Watermark: A Canadian Documentary
Open with power. Water rushing. A rumble of waves and silt. Cut to a silent riverbed. Cracked, dry, a virtual desert.
Watermark is a Canadian documentary about, as Edward Burtynsky puts it, “how water shapes us, and how we shape water.” The film is a collaboration between Burtynsky, who is known for his stunning large scale photography projects, and Jennifer Baichwal, an award winning documentarian. It was a selection for the Antigonish International Film Festival in 2014. We had the honour of being a title sponsor for the film, which was screened at noon on Friday, October 17th in the Cineplex Capitol Theatre.
Watermark is the kind of film that’s worth seeing on the big screen. The narrative is loosely structured around the production of a book.
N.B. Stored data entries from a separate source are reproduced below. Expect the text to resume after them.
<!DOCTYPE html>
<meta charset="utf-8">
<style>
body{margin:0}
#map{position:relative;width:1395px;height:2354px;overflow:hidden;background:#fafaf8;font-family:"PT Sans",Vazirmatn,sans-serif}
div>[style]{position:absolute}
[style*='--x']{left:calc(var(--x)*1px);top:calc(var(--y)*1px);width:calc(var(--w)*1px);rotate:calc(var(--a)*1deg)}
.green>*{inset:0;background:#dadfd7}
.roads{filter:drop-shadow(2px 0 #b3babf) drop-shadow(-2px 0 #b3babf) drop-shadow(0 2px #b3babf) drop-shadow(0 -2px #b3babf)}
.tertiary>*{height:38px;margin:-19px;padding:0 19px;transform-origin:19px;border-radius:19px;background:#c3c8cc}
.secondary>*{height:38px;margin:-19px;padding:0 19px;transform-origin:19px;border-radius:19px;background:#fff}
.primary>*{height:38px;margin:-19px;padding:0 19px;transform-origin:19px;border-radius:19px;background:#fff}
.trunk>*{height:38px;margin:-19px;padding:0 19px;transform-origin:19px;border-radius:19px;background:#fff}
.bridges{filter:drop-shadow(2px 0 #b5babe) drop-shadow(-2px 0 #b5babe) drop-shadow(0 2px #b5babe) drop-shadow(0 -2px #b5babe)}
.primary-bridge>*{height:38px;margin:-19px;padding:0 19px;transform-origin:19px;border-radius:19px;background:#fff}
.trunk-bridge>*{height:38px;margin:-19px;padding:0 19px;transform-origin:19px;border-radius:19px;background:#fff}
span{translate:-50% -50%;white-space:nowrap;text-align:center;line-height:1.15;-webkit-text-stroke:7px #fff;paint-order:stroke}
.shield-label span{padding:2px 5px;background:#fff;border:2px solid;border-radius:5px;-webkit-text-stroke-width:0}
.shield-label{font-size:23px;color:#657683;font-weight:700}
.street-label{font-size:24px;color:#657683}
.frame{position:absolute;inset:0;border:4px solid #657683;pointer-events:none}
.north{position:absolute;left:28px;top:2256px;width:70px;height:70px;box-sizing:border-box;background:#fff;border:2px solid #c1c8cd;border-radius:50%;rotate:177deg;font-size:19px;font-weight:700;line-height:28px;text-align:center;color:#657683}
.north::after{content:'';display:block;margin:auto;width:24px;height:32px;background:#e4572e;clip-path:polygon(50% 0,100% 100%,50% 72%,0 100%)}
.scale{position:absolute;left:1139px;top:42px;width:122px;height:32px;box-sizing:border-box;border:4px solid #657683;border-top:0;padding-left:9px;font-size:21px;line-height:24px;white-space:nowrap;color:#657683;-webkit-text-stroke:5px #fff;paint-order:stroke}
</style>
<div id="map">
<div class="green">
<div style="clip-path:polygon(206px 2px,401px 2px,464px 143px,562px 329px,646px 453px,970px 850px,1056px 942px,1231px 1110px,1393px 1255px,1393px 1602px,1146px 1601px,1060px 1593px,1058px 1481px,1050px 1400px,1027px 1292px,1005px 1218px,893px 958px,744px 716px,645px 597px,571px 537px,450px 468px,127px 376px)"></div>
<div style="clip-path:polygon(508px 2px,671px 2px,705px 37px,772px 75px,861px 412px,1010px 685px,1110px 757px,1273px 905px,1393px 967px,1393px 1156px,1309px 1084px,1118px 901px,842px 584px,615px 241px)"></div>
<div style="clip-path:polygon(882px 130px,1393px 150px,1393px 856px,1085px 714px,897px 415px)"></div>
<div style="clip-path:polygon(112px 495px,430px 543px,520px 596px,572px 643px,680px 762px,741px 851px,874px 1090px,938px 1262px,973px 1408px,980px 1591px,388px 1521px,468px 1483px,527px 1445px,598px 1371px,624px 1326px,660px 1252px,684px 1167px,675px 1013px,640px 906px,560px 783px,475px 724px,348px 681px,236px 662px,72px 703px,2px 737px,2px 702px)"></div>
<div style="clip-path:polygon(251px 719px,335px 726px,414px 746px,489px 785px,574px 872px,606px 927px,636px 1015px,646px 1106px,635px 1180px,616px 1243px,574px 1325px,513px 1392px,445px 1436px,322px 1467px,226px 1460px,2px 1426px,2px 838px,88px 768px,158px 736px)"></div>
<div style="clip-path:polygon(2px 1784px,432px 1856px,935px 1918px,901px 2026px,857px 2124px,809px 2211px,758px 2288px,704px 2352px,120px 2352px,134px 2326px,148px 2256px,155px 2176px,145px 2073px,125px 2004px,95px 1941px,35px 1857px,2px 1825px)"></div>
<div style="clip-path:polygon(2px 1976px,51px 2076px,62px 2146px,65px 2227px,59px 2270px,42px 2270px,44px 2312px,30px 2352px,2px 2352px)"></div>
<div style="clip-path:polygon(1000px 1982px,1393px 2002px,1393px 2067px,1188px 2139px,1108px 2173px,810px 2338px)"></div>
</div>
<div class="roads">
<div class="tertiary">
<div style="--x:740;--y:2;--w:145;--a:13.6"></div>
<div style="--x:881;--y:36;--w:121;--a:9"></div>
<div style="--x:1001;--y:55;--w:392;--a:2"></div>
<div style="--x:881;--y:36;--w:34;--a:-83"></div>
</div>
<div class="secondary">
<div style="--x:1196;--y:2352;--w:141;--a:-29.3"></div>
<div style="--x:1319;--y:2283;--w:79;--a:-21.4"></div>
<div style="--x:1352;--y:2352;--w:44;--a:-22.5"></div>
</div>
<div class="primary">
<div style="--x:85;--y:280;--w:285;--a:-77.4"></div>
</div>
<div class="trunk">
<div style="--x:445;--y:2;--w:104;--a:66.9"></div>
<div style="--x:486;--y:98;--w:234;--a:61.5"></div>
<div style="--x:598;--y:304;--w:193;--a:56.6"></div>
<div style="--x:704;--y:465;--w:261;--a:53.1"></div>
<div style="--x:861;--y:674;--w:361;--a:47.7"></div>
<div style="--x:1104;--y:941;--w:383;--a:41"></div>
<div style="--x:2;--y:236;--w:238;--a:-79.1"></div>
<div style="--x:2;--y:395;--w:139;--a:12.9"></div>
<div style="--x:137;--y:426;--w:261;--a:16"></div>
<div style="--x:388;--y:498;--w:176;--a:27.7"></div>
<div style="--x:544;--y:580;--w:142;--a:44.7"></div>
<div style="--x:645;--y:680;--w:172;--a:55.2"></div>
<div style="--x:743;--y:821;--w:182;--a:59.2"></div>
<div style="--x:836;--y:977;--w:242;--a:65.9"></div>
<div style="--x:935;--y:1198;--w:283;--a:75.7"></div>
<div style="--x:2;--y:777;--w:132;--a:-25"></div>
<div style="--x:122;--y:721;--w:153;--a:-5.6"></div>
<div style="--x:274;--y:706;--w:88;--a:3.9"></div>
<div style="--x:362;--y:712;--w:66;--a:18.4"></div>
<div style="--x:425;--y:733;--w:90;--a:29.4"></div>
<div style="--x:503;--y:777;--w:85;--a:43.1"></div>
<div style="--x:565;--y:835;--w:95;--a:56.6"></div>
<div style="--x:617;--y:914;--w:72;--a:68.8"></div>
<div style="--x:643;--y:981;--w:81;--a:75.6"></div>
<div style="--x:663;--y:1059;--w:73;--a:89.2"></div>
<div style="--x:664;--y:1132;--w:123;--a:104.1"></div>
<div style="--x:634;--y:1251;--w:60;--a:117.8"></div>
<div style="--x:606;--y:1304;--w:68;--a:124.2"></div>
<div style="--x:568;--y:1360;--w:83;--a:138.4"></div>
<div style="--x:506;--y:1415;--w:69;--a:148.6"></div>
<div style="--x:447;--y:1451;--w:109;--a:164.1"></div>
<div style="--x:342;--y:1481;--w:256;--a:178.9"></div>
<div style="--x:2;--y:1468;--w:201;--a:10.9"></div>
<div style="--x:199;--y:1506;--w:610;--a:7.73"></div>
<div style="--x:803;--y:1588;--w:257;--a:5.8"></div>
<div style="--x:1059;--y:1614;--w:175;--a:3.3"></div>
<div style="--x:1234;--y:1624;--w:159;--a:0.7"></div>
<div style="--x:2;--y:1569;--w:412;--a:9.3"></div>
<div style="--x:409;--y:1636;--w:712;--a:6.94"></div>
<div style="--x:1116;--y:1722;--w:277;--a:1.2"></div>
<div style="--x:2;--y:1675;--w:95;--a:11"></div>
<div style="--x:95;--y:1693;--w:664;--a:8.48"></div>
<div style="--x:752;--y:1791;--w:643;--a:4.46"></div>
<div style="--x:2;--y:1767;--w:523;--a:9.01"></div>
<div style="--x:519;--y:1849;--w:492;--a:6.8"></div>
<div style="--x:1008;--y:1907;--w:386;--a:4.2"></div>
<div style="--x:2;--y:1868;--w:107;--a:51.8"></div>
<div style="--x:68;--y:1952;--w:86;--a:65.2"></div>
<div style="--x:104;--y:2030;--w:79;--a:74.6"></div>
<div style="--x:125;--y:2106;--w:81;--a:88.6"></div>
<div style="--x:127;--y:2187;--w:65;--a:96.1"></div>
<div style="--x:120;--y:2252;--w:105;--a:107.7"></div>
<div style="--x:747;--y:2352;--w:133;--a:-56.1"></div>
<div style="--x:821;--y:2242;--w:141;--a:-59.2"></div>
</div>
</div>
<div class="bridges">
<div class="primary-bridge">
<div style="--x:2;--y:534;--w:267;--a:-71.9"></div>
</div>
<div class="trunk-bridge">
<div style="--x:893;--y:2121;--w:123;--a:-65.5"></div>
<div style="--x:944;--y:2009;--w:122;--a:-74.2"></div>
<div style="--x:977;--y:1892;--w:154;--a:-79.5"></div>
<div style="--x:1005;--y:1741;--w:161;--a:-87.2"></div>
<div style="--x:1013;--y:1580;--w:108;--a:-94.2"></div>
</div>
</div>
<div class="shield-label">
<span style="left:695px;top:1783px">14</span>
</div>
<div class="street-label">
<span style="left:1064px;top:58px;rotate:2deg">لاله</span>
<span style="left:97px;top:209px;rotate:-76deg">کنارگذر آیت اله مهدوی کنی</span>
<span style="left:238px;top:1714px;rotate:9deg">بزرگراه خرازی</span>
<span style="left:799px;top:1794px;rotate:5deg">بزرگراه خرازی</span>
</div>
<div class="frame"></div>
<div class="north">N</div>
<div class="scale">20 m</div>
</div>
Throughout the film, Burtynsky is shown working with graphic designers and his publisher to shape up photos for publication. The videocamera travels from the creative studio to places around the globe like the Xiluodu Dam in China, the River Ganges in India, and the High Plains of Texas in the US. It also goes deep into the Greenland Ice Sheet to show us how the history of the planet is written in layers of ice that have been frozen for millennia.
The point of showing all these places is that water is important, very important, to every human life and every human society. The film doesn’t preach, but it does invite the viewer to pay attention to some very large scale human projects and the incredible complexity of our contemporary relationship to water.